Activity | Nothing in the records may change. Output them all exactly.

Source information |
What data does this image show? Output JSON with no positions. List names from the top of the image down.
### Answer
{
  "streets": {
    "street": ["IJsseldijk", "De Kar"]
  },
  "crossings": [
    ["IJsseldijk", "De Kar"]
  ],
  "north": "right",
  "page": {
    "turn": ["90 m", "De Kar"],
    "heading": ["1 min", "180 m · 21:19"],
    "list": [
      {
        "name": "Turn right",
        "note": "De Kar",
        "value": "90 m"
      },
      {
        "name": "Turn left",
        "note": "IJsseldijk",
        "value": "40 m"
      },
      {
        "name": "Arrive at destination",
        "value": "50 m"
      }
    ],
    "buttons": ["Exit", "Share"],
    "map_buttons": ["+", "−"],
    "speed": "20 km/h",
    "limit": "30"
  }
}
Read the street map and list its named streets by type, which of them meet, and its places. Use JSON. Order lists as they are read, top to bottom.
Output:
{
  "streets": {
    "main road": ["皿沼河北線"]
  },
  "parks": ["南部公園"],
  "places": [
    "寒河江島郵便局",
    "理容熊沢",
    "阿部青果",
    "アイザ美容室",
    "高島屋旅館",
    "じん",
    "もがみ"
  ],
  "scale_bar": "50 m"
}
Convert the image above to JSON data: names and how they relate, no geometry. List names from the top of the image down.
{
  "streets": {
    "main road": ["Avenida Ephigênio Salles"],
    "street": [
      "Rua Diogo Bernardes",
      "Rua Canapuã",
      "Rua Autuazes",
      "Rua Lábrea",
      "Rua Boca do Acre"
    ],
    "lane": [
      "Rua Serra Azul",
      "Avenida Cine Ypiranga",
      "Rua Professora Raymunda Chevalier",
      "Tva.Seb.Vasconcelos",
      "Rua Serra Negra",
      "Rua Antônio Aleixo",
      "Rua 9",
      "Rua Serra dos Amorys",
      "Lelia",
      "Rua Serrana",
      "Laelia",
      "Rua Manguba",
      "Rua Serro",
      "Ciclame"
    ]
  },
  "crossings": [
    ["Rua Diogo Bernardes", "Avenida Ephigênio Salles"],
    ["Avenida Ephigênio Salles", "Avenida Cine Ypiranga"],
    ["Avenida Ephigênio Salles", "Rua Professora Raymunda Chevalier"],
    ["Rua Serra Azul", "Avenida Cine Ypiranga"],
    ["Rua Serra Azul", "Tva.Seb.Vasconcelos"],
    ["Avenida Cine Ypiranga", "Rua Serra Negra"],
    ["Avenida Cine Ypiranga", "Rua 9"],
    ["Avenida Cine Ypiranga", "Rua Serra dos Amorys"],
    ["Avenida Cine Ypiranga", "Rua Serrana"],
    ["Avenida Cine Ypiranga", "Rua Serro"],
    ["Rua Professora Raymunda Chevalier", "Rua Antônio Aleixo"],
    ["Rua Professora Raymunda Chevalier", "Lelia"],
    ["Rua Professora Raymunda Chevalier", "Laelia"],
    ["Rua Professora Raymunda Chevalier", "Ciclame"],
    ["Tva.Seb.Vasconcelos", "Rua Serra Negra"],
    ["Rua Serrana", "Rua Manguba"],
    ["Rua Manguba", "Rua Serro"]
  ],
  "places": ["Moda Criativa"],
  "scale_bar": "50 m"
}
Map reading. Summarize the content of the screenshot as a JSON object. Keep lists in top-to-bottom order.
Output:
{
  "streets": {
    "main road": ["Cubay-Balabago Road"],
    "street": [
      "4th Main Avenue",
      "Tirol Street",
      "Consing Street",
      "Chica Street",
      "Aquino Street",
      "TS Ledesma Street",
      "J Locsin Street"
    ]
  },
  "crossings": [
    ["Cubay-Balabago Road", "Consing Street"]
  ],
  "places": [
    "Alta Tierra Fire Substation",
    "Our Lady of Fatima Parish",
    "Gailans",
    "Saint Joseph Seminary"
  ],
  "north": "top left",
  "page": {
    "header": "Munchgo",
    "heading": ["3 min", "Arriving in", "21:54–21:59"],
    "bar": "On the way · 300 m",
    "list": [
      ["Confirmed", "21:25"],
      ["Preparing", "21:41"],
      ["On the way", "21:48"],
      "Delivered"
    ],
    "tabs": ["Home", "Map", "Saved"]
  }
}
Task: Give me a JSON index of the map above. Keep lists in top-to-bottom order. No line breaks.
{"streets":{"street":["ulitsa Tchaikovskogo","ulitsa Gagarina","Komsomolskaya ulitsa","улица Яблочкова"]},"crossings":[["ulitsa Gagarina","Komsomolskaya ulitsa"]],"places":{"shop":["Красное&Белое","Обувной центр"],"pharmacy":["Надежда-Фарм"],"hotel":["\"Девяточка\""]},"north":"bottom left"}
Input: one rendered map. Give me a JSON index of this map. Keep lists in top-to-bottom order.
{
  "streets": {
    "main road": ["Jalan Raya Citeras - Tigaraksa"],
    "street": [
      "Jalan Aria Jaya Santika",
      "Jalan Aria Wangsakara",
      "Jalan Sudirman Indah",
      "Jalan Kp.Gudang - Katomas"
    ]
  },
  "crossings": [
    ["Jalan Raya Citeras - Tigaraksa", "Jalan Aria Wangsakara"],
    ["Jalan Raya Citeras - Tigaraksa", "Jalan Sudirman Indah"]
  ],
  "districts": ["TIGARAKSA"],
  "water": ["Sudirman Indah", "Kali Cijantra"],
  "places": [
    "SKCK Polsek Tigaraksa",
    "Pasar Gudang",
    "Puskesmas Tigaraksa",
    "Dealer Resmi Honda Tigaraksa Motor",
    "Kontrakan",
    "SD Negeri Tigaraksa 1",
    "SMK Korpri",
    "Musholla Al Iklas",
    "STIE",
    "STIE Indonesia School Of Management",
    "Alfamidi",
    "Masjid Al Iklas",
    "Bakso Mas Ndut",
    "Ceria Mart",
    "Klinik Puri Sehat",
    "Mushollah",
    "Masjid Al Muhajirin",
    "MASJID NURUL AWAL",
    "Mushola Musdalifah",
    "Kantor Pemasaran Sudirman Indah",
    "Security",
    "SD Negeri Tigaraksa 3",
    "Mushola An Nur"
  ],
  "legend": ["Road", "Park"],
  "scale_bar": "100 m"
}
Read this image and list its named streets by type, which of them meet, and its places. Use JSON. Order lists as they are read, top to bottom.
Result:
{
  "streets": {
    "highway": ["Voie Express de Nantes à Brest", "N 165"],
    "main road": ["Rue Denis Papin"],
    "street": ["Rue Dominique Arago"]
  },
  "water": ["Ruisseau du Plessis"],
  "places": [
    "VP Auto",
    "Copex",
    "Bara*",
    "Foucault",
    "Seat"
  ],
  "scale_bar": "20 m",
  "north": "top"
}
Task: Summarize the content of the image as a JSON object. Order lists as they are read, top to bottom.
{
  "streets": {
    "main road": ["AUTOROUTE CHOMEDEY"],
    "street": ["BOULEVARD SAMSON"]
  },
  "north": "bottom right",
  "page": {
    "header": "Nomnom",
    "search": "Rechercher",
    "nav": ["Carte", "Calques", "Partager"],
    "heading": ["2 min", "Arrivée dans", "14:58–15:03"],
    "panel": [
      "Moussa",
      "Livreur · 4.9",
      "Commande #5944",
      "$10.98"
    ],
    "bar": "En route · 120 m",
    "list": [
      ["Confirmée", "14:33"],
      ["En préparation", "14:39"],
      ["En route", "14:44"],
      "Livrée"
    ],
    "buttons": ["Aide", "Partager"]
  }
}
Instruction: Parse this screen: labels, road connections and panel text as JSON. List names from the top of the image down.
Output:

Written reply |
What data does this image show? Output JSON with no positions. List names from the top of the image down.
### Answer
{
  "streets": {
    "street": ["IJsseldijk", "De Kar"]
  },
  "crossings": [
    ["IJsseldijk", "De Kar"]
  ],
  "north": "right",
  "page": {
    "turn": ["90 m", "De Kar"],
    "heading": ["1 min", "180 m · 21:19"],
    "list": [
      {
        "name": "Turn right",
        "note": "De Kar",
        "value": "90 m"
      },
      {
        "name": "Turn left",
        "note": "IJsseldijk",
        "value": "40 m"
      },
      {
        "name": "Arrive at destination",
        "value": "50 m"
      }
    ],
    "buttons": ["Exit", "Share"],
    "map_buttons": ["+", "−"],
    "speed": "20 km/h",
    "limit": "30"
  }
}
Read the street map and list its named streets by type, which of them meet, and its places. Use JSON. Order lists as they are read, top to bottom.
Output:
{
  "streets": {
    "main road": ["皿沼河北線"]
  },
  "parks": ["南部公園"],
  "places": [
    "寒河江島郵便局",
    "理容熊沢",
    "阿部青果",
    "アイザ美容室",
    "高島屋旅館",
    "じん",
    "もがみ"
  ],
  "scale_bar": "50 m"
}
Convert the image above to JSON data: names and how they relate, no geometry. List names from the top of the image down.
{
  "streets": {
    "main road": ["Avenida Ephigênio Salles"],
    "street": [
      "Rua Diogo Bernardes",
      "Rua Canapuã",
      "Rua Autuazes",
      "Rua Lábrea",
      "Rua Boca do Acre"
    ],
    "lane": [
      "Rua Serra Azul",
      "Avenida Cine Ypiranga",
      "Rua Professora Raymunda Chevalier",
      "Tva.Seb.Vasconcelos",
      "Rua Serra Negra",
      "Rua Antônio Aleixo",
      "Rua 9",
      "Rua Serra dos Amorys",
      "Lelia",
      "Rua Serrana",
      "Laelia",
      "Rua Manguba",
      "Rua Serro",
      "Ciclame"
    ]
  },
  "crossings": [
    ["Rua Diogo Bernardes", "Avenida Ephigênio Salles"],
    ["Avenida Ephigênio Salles", "Avenida Cine Ypiranga"],
    ["Avenida Ephigênio Salles", "Rua Professora Raymunda Chevalier"],
    ["Rua Serra Azul", "Avenida Cine Ypiranga"],
    ["Rua Serra Azul", "Tva.Seb.Vasconcelos"],
    ["Avenida Cine Ypiranga", "Rua Serra Negra"],
    ["Avenida Cine Ypiranga", "Rua 9"],
    ["Avenida Cine Ypiranga", "Rua Serra dos Amorys"],
    ["Avenida Cine Ypiranga", "Rua Serrana"],
    ["Avenida Cine Ypiranga", "Rua Serro"],
    ["Rua Professora Raymunda Chevalier", "Rua Antônio Aleixo"],
    ["Rua Professora Raymunda Chevalier", "Lelia"],
    ["Rua Professora Raymunda Chevalier", "Laelia"],
    ["Rua Professora Raymunda Chevalier", "Ciclame"],
    ["Tva.Seb.Vasconcelos", "Rua Serra Negra"],
    ["Rua Serrana", "Rua Manguba"],
    ["Rua Manguba", "Rua Serro"]
  ],
  "places": ["Moda Criativa"],
  "scale_bar": "50 m"
}
Map reading. Summarize the content of the screenshot as a JSON object. Keep lists in top-to-bottom order.
Output:
{
  "streets": {
    "main road": ["Cubay-Balabago Road"],
    "street": [
      "4th Main Avenue",
      "Tirol Street",
      "Consing Street",
      "Chica Street",
      "Aquino Street",
      "TS Ledesma Street",
      "J Locsin Street"
    ]
  },
  "crossings": [
    ["Cubay-Balabago Road", "Consing Street"]
  ],
  "places": [
    "Alta Tierra Fire Substation",
    "Our Lady of Fatima Parish",
    "Gailans",
    "Saint Joseph Seminary"
  ],
  "north": "top left",
  "page": {
    "header": "Munchgo",
    "heading": ["3 min", "Arriving in", "21:54–21:59"],
    "bar": "On the way · 300 m",
    "list": [
      ["Confirmed", "21:25"],
      ["Preparing", "21:41"],
      ["On the way", "21:48"],
      "Delivered"
    ],
    "tabs": ["Home", "Map", "Saved"]
  }
}
Task: Give me a JSON index of the map above. Keep lists in top-to-bottom order. No line breaks.
{"streets":{"street":["ulitsa Tchaikovskogo","ulitsa Gagarina","Komsomolskaya ulitsa","улица Яблочкова"]},"crossings":[["ulitsa Gagarina","Komsomolskaya ulitsa"]],"places":{"shop":["Красное&Белое","Обувной центр"],"pharmacy":["Надежда-Фарм"],"hotel":["\"Девяточка\""]},"north":"bottom left"}
Input: one rendered map. Give me a JSON index of this map. Keep lists in top-to-bottom order.
{
  "streets": {
    "main road": ["Jalan Raya Citeras - Tigaraksa"],
    "street": [
      "Jalan Aria Jaya Santika",
      "Jalan Aria Wangsakara",
      "Jalan Sudirman Indah",
      "Jalan Kp.Gudang - Katomas"
    ]
  },
  "crossings": [
    ["Jalan Raya Citeras - Tigaraksa", "Jalan Aria Wangsakara"],
    ["Jalan Raya Citeras - Tigaraksa", "Jalan Sudirman Indah"]
  ],
  "districts": ["TIGARAKSA"],
  "water": ["Sudirman Indah", "Kali Cijantra"],
  "places": [
    "SKCK Polsek Tigaraksa",
    "Pasar Gudang",
    "Puskesmas Tigaraksa",
    "Dealer Resmi Honda Tigaraksa Motor",
    "Kontrakan",
    "SD Negeri Tigaraksa 1",
    "SMK Korpri",
    "Musholla Al Iklas",
    "STIE",
    "STIE Indonesia School Of Management",
    "Alfamidi",
    "Masjid Al Iklas",
    "Bakso Mas Ndut",
    "Ceria Mart",
    "Klinik Puri Sehat",
    "Mushollah",
    "Masjid Al Muhajirin",
    "MASJID NURUL AWAL",
    "Mushola Musdalifah",
    "Kantor Pemasaran Sudirman Indah",
    "Security",
    "SD Negeri Tigaraksa 3",
    "Mushola An Nur"
  ],
  "legend": ["Road", "Park"],
  "scale_bar": "100 m"
}
Read this image and list its named streets by type, which of them meet, and its places. Use JSON. Order lists as they are read, top to bottom.
Result:
{
  "streets": {
    "highway": ["Voie Express de Nantes à Brest", "N 165"],
    "main road": ["Rue Denis Papin"],
    "street": ["Rue Dominique Arago"]
  },
  "water": ["Ruisseau du Plessis"],
  "places": [
    "VP Auto",
    "Copex",
    "Bara*",
    "Foucault",
    "Seat"
  ],
  "scale_bar": "20 m",
  "north": "top"
}
Task: Summarize the content of the image as a JSON object. Order lists as they are read, top to bottom.
{
  "streets": {
    "main road": ["AUTOROUTE CHOMEDEY"],
    "street": ["BOULEVARD SAMSON"]
  },
  "north": "bottom right",
  "page": {
    "header": "Nomnom",
    "search": "Rechercher",
    "nav": ["Carte", "Calques", "Partager"],
    "heading": ["2 min", "Arrivée dans", "14:58–15:03"],
    "panel": [
      "Moussa",
      "Livreur · 4.9",
      "Commande #5944",
      "$10.98"
    ],
    "bar": "En route · 120 m",
    "list": [
      ["Confirmée", "14:33"],
      ["En préparation", "14:39"],
      ["En route", "14:44"],
      "Livrée"
    ],
    "buttons": ["Aide", "Partager"]
  }
}
Instruction: Parse this screen: labels, road connections and panel text as JSON. List names from the top of the image down.
Output:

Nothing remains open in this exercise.